**Activity**
Transcribe each of the entries exactly.

Top of Records for the exercise

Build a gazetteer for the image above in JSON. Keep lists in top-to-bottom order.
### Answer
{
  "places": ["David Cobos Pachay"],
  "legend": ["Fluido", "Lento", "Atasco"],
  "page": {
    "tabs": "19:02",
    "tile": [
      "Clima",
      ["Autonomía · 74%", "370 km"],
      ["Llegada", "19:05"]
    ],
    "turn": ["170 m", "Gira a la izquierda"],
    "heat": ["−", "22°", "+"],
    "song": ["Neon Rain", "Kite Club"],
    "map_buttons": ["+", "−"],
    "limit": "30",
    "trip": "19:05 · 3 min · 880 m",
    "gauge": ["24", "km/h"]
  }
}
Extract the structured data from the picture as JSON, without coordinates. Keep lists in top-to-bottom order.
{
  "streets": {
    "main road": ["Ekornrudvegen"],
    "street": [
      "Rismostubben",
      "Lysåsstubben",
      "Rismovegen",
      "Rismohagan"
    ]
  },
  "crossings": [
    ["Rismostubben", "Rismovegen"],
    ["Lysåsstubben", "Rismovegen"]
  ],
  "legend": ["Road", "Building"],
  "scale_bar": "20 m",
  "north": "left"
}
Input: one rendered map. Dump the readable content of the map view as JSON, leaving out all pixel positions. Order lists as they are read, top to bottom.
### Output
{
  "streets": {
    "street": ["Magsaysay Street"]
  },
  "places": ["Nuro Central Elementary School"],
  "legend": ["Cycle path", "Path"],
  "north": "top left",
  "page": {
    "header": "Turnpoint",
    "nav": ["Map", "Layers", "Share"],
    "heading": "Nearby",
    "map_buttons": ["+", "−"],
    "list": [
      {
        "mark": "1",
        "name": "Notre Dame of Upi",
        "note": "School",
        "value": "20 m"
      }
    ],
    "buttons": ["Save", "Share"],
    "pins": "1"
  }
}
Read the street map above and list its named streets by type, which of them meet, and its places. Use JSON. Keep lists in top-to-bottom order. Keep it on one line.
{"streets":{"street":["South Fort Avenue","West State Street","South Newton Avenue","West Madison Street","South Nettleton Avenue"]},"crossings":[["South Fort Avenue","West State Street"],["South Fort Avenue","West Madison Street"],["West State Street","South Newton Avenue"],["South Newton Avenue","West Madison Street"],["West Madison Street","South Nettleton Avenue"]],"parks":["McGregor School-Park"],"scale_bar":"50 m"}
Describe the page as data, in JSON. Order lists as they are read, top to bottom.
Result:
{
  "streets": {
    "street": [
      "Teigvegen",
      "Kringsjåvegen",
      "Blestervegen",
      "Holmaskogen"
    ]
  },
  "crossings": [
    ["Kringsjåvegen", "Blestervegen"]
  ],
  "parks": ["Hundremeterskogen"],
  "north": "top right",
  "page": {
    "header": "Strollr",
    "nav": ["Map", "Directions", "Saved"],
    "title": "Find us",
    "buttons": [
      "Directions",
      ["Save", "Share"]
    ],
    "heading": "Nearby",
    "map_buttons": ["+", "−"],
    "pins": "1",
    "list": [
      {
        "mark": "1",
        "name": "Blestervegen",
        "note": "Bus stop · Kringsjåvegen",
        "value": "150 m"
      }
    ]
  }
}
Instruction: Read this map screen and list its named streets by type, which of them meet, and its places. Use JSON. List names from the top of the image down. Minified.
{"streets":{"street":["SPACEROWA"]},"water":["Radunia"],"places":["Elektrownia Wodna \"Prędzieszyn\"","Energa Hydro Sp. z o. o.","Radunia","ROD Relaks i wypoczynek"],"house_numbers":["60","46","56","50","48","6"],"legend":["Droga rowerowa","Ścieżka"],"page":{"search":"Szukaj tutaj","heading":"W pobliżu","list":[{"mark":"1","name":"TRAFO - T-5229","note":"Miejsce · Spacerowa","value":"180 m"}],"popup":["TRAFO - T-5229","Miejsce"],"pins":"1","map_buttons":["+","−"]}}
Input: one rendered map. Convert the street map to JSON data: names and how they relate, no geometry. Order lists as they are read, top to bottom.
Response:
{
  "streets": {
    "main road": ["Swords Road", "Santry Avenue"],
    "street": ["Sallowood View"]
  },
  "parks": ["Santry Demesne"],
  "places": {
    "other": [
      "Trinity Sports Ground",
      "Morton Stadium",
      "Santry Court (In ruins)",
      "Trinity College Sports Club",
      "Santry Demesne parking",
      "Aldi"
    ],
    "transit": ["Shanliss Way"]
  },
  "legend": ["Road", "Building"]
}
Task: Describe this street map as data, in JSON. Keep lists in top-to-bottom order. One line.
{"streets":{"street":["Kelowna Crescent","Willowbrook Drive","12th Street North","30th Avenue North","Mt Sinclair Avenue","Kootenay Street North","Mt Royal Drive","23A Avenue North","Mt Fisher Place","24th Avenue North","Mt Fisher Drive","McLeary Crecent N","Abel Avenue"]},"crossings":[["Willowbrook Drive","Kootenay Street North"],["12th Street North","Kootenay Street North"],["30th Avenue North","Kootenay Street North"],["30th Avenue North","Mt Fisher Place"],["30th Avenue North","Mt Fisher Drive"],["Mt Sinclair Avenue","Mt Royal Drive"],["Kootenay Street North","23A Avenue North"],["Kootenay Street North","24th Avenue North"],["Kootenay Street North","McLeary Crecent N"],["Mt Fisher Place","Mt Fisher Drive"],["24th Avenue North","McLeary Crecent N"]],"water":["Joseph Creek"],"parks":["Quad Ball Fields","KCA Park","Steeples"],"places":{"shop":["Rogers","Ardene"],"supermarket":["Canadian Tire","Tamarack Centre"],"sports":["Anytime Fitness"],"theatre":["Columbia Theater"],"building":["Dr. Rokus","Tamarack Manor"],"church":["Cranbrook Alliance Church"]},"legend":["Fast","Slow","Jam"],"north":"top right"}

Bottom of Records for the exercise

**Answer section**
Build a gazetteer for the image above in JSON. Keep lists in top-to-bottom order.
### Answer
{
  "places": ["David Cobos Pachay"],
  "legend": ["Fluido", "Lento", "Atasco"],
  "page": {
    "tabs": "19:02",
    "tile": [
      "Clima",
      ["Autonomía · 74%", "370 km"],
      ["Llegada", "19:05"]
    ],
    "turn": ["170 m", "Gira a la izquierda"],
    "heat": ["−", "22°", "+"],
    "song": ["Neon Rain", "Kite Club"],
    "map_buttons": ["+", "−"],
    "limit": "30",
    "trip": "19:05 · 3 min · 880 m",
    "gauge": ["24", "km/h"]
  }
}
Extract the structured data from the picture as JSON, without coordinates. Keep lists in top-to-bottom order.
{
  "streets": {
    "main road": ["Ekornrudvegen"],
    "street": [
      "Rismostubben",
      "Lysåsstubben",
      "Rismovegen",
      "Rismohagan"
    ]
  },
  "crossings": [
    ["Rismostubben", "Rismovegen"],
    ["Lysåsstubben", "Rismovegen"]
  ],
  "legend": ["Road", "Building"],
  "scale_bar": "20 m",
  "north": "left"
}
Input: one rendered map. Dump the readable content of the map view as JSON, leaving out all pixel positions. Order lists as they are read, top to bottom.
### Output
{
  "streets": {
    "street": ["Magsaysay Street"]
  },
  "places": ["Nuro Central Elementary School"],
  "legend": ["Cycle path", "Path"],
  "north": "top left",
  "page": {
    "header": "Turnpoint",
    "nav": ["Map", "Layers", "Share"],
    "heading": "Nearby",
    "map_buttons": ["+", "−"],
    "list": [
      {
        "mark": "1",
        "name": "Notre Dame of Upi",
        "note": "School",
        "value": "20 m"
      }
    ],
    "buttons": ["Save", "Share"],
    "pins": "1"
  }
}
Read the street map above and list its named streets by type, which of them meet, and its places. Use JSON. Keep lists in top-to-bottom order. Keep it on one line.
{"streets":{"street":["South Fort Avenue","West State Street","South Newton Avenue","West Madison Street","South Nettleton Avenue"]},"crossings":[["South Fort Avenue","West State Street"],["South Fort Avenue","West Madison Street"],["West State Street","South Newton Avenue"],["South Newton Avenue","West Madison Street"],["West Madison Street","South Nettleton Avenue"]],"parks":["McGregor School-Park"],"scale_bar":"50 m"}
Describe the page as data, in JSON. Order lists as they are read, top to bottom.
Result:
{
  "streets": {
    "street": [
      "Teigvegen",
      "Kringsjåvegen",
      "Blestervegen",
      "Holmaskogen"
    ]
  },
  "crossings": [
    ["Kringsjåvegen", "Blestervegen"]
  ],
  "parks": ["Hundremeterskogen"],
  "north": "top right",
  "page": {
    "header": "Strollr",
    "nav": ["Map", "Directions", "Saved"],
    "title": "Find us",
    "buttons": [
      "Directions",
      ["Save", "Share"]
    ],
    "heading": "Nearby",
    "map_buttons": ["+", "−"],
    "pins": "1",
    "list": [
      {
        "mark": "1",
        "name": "Blestervegen",
        "note": "Bus stop · Kringsjåvegen",
        "value": "150 m"
      }
    ]
  }
}
Instruction: Read this map screen and list its named streets by type, which of them meet, and its places. Use JSON. List names from the top of the image down. Minified.
{"streets":{"street":["SPACEROWA"]},"water":["Radunia"],"places":["Elektrownia Wodna \"Prędzieszyn\"","Energa Hydro Sp. z o. o.","Radunia","ROD Relaks i wypoczynek"],"house_numbers":["60","46","56","50","48","6"],"legend":["Droga rowerowa","Ścieżka"],"page":{"search":"Szukaj tutaj","heading":"W pobliżu","list":[{"mark":"1","name":"TRAFO - T-5229","note":"Miejsce · Spacerowa","value":"180 m"}],"popup":["TRAFO - T-5229","Miejsce"],"pins":"1","map_buttons":["+","−"]}}
Input: one rendered map. Convert the street map to JSON data: names and how they relate, no geometry. Order lists as they are read, top to bottom.
Response:
{
  "streets": {
    "main road": ["Swords Road", "Santry Avenue"],
    "street": ["Sallowood View"]
  },
  "parks": ["Santry Demesne"],
  "places": {
    "other": [
      "Trinity Sports Ground",
      "Morton Stadium",
      "Santry Court (In ruins)",
      "Trinity College Sports Club",
      "Santry Demesne parking",
      "Aldi"
    ],
    "transit": ["Shanliss Way"]
  },
  "legend": ["Road", "Building"]
}
Task: Describe this street map as data, in JSON. Keep lists in top-to-bottom order. One line.
{"streets":{"street":["Kelowna Crescent","Willowbrook Drive","12th Street North","30th Avenue North","Mt Sinclair Avenue","Kootenay Street North","Mt Royal Drive","23A Avenue North","Mt Fisher Place","24th Avenue North","Mt Fisher Drive","McLeary Crecent N","Abel Avenue"]},"crossings":[["Willowbrook Drive","Kootenay Street North"],["12th Street North","Kootenay Street North"],["30th Avenue North","Kootenay Street North"],["30th Avenue North","Mt Fisher Place"],["30th Avenue North","Mt Fisher Drive"],["Mt Sinclair Avenue","Mt Royal Drive"],["Kootenay Street North","23A Avenue North"],["Kootenay Street North","24th Avenue North"],["Kootenay Street North","McLeary Crecent N"],["Mt Fisher Place","Mt Fisher Drive"],["24th Avenue North","McLeary Crecent N"]],"water":["Joseph Creek"],"parks":["Quad Ball Fields","KCA Park","Steeples"],"places":{"shop":["Rogers","Ardene"],"supermarket":["Canadian Tire","Tamarack Centre"],"sports":["Anytime Fitness"],"theatre":["Columbia Theater"],"building":["Dr. Rokus","Tamarack Manor"],"church":["Cranbrook Alliance Church"]},"legend":["Fast","Slow","Jam"],"north":"top right"}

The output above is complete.